At the end of a superb take-down of the Catholic bishops’ hypocrisy on social and economic issues, Andrew Sullivan notes,
They have become the Pharisees. And we need Jesus.
Foul! 15 yards, unsportsmanlike ignorance of religious history!
The real Pharisees were not the crimped, hyper-legalistic pedants that the New Testament describes. They were, instead, a Jewish sect of the period that believed in the “Oral Torah” in addition to the Written Torah that Christians call the Pentateuch. This Oral Torah was written down 200 years later as a document called the Mishnah. The Mishnah, in turn, served as the basis for the Talmud, the pre-eminent and profound text of Rabbinic Judaism. In other words, the Pharisees formed the basis of the last 2,000 years of Jewish spirituality and theology. Without them, no Talmud, no Maimonides, no Spinoza (even if Spinoza rejected the tradition: it developed his mind and gave him his philosophical context), no Jewish civilization.
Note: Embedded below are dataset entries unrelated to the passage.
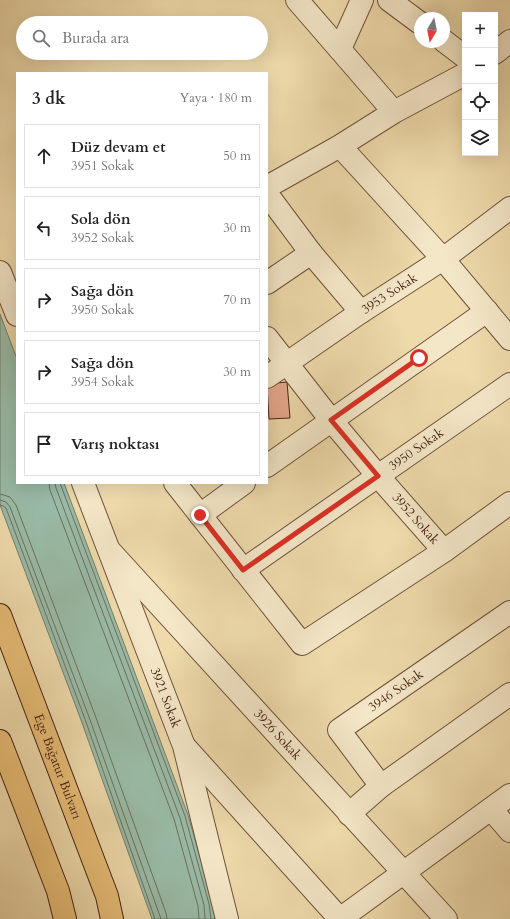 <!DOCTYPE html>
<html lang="tr">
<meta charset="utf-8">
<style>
body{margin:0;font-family:Cardo,serif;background:#f6f6f6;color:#222}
.controls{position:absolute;right:12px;top:12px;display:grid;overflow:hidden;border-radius:0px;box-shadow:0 4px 16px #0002}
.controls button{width:36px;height:36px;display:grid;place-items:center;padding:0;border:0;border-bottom:1px solid #e0e0e0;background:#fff;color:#222;font:20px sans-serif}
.compass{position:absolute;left:414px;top:12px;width:36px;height:36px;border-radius:50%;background:#fff;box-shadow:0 4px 16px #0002;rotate:190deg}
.stop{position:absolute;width:12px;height:12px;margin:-9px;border:3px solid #d93025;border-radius:50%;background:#fff}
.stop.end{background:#d93025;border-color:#fff;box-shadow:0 1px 4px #0008}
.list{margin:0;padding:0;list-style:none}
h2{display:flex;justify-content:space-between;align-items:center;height:52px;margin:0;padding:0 16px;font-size:17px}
h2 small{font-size:13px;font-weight:400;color:#767676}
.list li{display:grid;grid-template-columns:26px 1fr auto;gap:12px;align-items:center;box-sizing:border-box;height:64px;margin:0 8px 8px;padding:0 8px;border:1px solid #e0e0e0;border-radius:0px}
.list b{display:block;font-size:15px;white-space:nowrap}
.list p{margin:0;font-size:13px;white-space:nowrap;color:#767676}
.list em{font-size:13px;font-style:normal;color:#767676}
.icon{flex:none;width:22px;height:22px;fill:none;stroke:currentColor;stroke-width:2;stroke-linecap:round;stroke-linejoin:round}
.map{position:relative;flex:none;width:510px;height:919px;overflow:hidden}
.search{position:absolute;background:#fff;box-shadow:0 4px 16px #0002;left:16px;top:16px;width:252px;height:44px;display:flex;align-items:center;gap:10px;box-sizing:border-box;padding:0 14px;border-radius:22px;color:#767676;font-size:15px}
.panel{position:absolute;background:#fff;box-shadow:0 4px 16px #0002;left:16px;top:72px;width:252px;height:412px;border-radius:0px}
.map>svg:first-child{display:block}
</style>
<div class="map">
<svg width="510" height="919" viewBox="0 0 510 919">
<rect width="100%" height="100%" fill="#eedaab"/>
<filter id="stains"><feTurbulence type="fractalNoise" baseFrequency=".005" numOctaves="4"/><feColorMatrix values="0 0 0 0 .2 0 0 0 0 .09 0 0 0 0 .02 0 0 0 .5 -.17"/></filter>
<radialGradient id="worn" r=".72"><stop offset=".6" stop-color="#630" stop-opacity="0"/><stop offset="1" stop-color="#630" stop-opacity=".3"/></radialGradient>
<polygon fill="#99bba7" stroke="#777e6d" points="0,314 17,359 17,483 64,483 188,815 213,903 215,919 152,919 81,720 0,505"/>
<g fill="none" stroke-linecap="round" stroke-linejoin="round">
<g stroke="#6e6f5e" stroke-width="1">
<polyline points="49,483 50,490 174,819 198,906 199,919"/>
<polyline points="55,483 56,488 180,818 204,905 205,919"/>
<polyline points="60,483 185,816 209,904 211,919"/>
<polyline points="0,494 10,497 16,505 95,715 166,913 167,919"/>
<polyline points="0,500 6,502 10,507 89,717 161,919"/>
<polyline points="0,505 3,506 6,508 85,719 155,919"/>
</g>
</g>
<polygon fill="#e5a78c" stroke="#442315" points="287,382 290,418 269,419 267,384"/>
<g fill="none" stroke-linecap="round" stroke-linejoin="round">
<defs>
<g id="minor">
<polyline points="297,0 394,112"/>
<polyline points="389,0 420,23"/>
<polyline points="444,41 465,57"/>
<polyline points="340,49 362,0"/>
<polyline points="495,53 510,41"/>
<polyline points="340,146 443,259 510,339"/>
<polyline points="267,187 340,146 394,112 465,74"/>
<polyline points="267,194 311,253 361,312"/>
<polyline points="0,272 17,315"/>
<polyline points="267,283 311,253"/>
<path id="s1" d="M267,338L331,420L378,476L444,551"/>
<path id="s2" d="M267,377L361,312L443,259L510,208"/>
<polyline points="267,466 487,311"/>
<path id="s3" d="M83,483L184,746L227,919"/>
<polyline points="175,483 302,644 444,551 510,503"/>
<polyline points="200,515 244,483"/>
<path id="s4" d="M109,550L446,919"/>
<path id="s5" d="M243,570L510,384"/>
<polyline points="186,748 340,919"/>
<path id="s6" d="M381,786L339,730L510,612"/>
<polyline points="491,809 510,831"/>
<polyline points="349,814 381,786 510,694"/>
<polyline points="340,919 510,795"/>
</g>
<g id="major">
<path id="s7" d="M0,615L107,896L112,919"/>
<polyline points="0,741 58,891 65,919"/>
</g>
</defs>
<use href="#minor" stroke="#6e513a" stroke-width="24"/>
<use href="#major" stroke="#442315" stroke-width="24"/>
<use href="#minor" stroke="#f4e7c8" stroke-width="22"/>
<use href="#major" stroke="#e7bd76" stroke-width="22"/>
</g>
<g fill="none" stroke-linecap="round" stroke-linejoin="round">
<polyline stroke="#d93025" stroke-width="5" points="200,515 243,570 378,476 331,420 419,358"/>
</g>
<g text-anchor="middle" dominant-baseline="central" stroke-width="3" stroke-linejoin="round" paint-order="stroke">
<g font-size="13" fill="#442315" stroke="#f4e7c8">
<text stroke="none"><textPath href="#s2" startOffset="148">3953 Sokak</textPath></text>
<text stroke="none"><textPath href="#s5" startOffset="211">3950 Sokak</textPath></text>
<text stroke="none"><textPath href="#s1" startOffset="234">3952 Sokak</textPath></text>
<text stroke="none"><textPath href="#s6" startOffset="139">3946 Sokak</textPath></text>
<text stroke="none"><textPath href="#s3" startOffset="230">3921 Sokak</textPath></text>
<text stroke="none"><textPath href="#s4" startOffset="250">3926 Sokak</textPath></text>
<text stroke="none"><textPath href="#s7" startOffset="162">Ege Bağatur Bulvarı</textPath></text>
</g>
</g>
<rect width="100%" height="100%" filter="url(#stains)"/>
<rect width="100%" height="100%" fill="url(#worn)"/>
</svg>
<div class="controls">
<button>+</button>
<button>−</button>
<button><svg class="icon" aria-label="locate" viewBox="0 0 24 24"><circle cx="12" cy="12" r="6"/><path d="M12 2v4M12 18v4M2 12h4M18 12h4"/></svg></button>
<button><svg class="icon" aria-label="layers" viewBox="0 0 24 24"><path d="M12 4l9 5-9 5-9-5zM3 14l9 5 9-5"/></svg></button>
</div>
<svg class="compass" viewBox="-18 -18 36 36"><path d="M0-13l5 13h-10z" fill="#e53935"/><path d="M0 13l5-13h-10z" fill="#767676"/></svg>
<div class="stop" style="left:419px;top:358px"></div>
<div class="stop end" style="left:200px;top:515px"></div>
<div class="search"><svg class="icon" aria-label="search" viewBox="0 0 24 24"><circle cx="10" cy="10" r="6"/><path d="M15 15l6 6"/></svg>Burada ara</div>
<section class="panel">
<h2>3 dk<small>Yaya · 180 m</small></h2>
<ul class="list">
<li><svg class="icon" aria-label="ahead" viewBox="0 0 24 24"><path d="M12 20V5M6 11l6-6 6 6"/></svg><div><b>Düz devam et</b><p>3951 Sokak</p></div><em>50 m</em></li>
<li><svg class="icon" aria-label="left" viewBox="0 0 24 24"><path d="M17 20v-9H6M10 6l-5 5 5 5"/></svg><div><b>Sola dön</b><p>3952 Sokak</p></div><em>30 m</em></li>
<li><svg class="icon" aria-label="right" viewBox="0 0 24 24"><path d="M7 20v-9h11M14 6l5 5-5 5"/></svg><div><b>Sağa dön</b><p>3950 Sokak</p></div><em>70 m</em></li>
<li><svg class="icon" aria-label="right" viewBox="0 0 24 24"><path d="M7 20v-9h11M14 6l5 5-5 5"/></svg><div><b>Sağa dön</b><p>3954 Sokak</p></div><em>30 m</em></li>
<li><svg class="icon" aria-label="arrive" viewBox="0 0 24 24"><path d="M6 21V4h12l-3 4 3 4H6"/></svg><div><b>Varış noktası</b></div></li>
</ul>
</section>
</div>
And ironically, it is the very Rabbinic-Pharisaic tradition that subverts the bishops’ position now. The rabbis figured out ways to change previous doctrine in an intellectually honest way that maintained integrity with the tradition. When it became clear that Biblical mandates to forgive all debts made the development of a market economy extremely difficult, the Pharisee Hillel (Jesus’ contemporary) issued a ruling that allowed many of those debts to be recovered. When the rabbis saw that literal application of Exodus’ “an eye for an eye” would yield nothing but increasing bloodiness, they interpreted the tradition to have it be compensated for with damages. The rabbis also worried that the Bible was obsessed with capital punishment, and thus greatly restricted executions, by promoting evidentiary exclusions. A court that executes one person in 20 years, ruled Rabbi Akiva, is a “bloody court.” The rabbis could figure out how to do this because they recognized Divine law changes according to circumstances. There is a wonderful Talmudic Aggadah (homily) where God puts Moses in a time machine and plops him into Rabbi Akiva’s classroom: Moses has no idea what is going on and has no idea what everyone is talking about, but finally gets it when Akiva argues for a legal provision on the grounds that “it was given to Moses at Sinai.” Things change.
Thus, it is not that we are stuck with Pharisees. If the bishops were Pharisees, we would all be much better off.